■ **Required work**
Write out the entries below exactly, starting at the first line and stopping after the line that contains "1px #3c3c3c) drop-shadow(0"; skip all pictures.

*** Block opens ***

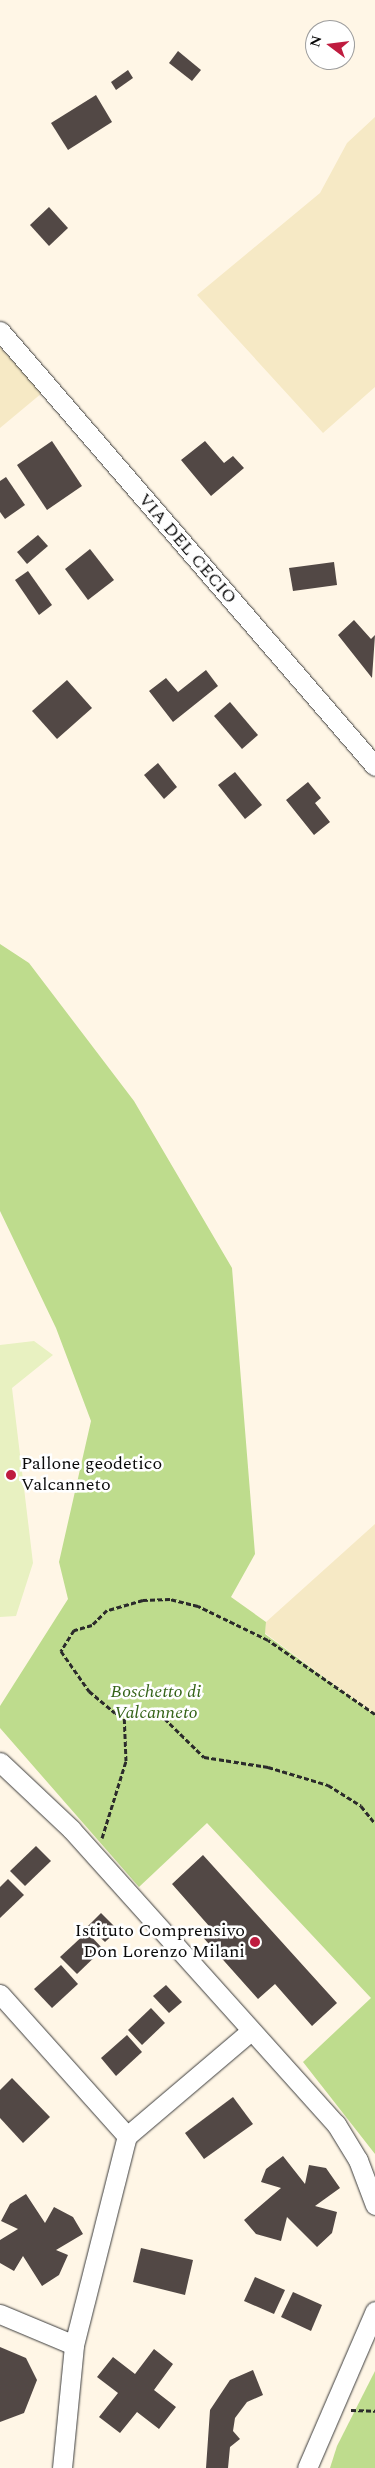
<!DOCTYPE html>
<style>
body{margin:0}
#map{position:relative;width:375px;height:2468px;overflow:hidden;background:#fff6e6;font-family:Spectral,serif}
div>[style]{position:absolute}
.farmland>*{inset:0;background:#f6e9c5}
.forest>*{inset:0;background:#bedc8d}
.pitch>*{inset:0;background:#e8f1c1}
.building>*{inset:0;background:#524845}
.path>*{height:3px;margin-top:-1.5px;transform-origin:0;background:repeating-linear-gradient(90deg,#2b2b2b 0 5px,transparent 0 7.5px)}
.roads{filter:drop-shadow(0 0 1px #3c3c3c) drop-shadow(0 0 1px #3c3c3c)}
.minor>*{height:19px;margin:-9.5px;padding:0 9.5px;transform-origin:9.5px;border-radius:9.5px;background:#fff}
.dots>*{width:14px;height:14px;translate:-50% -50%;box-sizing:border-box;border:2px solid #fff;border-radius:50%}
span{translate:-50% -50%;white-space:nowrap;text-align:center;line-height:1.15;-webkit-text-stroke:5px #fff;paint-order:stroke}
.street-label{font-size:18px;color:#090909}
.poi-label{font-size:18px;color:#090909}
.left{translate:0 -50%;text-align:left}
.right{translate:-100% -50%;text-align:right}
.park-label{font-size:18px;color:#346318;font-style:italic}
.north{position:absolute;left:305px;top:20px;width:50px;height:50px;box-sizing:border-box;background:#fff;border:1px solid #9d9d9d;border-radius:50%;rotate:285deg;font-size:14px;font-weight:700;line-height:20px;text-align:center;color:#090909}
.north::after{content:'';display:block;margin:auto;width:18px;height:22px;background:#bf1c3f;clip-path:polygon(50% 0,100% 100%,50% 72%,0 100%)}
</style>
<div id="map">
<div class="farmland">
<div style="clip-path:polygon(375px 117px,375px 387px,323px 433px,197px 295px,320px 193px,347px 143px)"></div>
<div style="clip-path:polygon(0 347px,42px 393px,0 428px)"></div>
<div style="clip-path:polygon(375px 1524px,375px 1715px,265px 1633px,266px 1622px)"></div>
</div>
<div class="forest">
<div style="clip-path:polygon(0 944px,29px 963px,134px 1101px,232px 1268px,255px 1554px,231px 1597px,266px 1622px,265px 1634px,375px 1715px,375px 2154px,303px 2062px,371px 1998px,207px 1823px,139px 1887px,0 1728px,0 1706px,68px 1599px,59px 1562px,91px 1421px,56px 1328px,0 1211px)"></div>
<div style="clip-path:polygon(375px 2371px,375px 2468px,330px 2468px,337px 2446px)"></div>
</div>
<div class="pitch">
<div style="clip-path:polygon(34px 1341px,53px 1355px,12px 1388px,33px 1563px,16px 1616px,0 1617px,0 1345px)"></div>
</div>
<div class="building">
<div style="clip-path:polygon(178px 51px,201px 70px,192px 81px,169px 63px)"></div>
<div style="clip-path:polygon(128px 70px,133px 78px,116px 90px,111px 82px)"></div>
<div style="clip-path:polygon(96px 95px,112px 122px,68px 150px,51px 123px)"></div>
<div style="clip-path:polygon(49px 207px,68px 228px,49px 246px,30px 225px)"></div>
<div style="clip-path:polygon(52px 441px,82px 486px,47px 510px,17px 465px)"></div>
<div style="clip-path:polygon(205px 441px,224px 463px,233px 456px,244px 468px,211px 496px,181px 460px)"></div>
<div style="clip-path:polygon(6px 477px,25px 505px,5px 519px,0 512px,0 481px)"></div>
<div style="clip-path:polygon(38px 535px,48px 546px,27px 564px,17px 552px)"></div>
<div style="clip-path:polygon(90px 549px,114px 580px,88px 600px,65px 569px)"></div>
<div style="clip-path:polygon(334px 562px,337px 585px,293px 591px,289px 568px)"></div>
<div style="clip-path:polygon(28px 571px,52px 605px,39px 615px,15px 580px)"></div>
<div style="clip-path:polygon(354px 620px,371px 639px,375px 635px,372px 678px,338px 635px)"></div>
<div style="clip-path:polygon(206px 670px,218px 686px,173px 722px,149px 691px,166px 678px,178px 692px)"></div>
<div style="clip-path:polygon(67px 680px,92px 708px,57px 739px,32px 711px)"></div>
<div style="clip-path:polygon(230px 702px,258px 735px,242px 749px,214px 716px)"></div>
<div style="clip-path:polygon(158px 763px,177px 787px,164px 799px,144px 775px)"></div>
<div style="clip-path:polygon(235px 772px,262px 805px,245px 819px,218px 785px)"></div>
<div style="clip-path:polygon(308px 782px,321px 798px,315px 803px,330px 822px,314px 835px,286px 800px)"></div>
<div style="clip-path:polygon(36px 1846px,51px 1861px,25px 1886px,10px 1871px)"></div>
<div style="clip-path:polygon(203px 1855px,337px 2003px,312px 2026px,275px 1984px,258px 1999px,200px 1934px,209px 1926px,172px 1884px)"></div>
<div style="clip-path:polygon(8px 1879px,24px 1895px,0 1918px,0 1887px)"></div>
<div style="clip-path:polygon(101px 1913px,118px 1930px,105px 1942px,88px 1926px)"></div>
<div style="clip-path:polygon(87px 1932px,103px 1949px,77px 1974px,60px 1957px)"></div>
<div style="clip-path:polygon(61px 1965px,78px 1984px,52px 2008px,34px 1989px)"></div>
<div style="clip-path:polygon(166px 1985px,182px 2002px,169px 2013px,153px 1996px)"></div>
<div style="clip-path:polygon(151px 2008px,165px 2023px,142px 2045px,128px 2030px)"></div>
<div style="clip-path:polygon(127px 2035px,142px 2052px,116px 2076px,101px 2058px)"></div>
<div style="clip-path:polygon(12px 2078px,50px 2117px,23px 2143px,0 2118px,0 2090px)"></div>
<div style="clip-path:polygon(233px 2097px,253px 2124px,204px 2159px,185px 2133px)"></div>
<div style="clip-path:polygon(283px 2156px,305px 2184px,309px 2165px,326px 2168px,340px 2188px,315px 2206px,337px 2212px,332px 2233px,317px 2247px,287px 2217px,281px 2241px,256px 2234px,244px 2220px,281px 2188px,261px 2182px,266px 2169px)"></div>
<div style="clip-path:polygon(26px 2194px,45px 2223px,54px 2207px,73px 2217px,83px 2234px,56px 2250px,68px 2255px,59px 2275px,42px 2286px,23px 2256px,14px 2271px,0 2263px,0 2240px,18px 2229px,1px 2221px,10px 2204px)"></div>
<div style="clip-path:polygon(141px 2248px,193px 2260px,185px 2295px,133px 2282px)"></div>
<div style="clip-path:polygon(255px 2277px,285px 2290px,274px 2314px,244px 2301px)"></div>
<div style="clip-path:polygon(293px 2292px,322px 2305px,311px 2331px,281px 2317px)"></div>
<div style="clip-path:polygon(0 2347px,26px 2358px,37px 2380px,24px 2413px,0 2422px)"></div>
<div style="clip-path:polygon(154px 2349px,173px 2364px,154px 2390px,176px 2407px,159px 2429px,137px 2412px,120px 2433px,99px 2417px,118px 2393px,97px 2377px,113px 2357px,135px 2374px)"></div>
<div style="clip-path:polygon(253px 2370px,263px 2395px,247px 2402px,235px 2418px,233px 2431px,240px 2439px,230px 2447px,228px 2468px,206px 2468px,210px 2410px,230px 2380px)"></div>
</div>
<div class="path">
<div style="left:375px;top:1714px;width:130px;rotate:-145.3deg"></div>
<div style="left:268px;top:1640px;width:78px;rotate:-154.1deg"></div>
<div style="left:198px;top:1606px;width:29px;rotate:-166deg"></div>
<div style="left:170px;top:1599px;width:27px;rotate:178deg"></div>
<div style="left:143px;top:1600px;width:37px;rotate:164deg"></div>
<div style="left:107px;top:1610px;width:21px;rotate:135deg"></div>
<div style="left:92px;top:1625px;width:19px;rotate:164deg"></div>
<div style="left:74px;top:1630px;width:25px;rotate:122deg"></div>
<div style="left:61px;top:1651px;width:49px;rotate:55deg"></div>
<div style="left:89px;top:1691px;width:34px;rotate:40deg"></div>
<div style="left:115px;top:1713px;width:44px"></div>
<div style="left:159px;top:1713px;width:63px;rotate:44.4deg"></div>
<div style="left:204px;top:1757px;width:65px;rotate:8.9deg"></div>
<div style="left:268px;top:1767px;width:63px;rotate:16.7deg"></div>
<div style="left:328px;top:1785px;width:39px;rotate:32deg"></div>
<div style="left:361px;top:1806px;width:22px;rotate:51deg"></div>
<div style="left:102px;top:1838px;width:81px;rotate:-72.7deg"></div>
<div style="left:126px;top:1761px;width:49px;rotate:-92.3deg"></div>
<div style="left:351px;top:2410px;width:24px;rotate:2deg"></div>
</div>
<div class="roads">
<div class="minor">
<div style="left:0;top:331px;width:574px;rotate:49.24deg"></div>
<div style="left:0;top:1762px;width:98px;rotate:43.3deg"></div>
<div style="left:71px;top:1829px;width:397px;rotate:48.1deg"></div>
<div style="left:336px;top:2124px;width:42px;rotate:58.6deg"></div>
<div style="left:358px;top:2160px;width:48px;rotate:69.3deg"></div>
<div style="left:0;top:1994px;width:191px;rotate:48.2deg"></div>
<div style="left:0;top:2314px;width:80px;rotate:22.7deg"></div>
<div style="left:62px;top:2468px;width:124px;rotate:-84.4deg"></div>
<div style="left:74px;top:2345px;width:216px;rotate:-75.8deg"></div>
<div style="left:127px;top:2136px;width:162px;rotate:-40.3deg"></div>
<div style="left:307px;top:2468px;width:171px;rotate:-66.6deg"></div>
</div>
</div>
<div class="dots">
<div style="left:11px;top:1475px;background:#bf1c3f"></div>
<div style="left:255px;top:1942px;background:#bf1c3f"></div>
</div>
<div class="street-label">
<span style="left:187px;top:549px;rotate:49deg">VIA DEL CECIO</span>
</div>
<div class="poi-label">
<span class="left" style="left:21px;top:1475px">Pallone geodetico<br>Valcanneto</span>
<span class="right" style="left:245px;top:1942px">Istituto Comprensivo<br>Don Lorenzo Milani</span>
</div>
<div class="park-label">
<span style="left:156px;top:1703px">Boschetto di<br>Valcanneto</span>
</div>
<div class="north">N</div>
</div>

*** Block closes ***

■ **Problem solution**
<!DOCTYPE html>
<style>
body{margin:0}
#map{position:relative;width:375px;height:2468px;overflow:hidden;background:#fff6e6;font-family:Spectral,serif}
div>[style]{position:absolute}
.farmland>*{inset:0;background:#f6e9c5}
.forest>*{inset:0;background:#bedc8d}
.pitch>*{inset:0;background:#e8f1c1}
.building>*{inset:0;background:#524845}
.path>*{height:3px;margin-top:-1.5px;transform-origin:0;background:repeating-linear-gradient(90deg,#2b2b2b 0 5px,transparent 0 7.5px)}
.roads{filter:drop-shadow(0 0 1px #3c3c3c) drop-shadow(0 0 1px #3c3c3c)}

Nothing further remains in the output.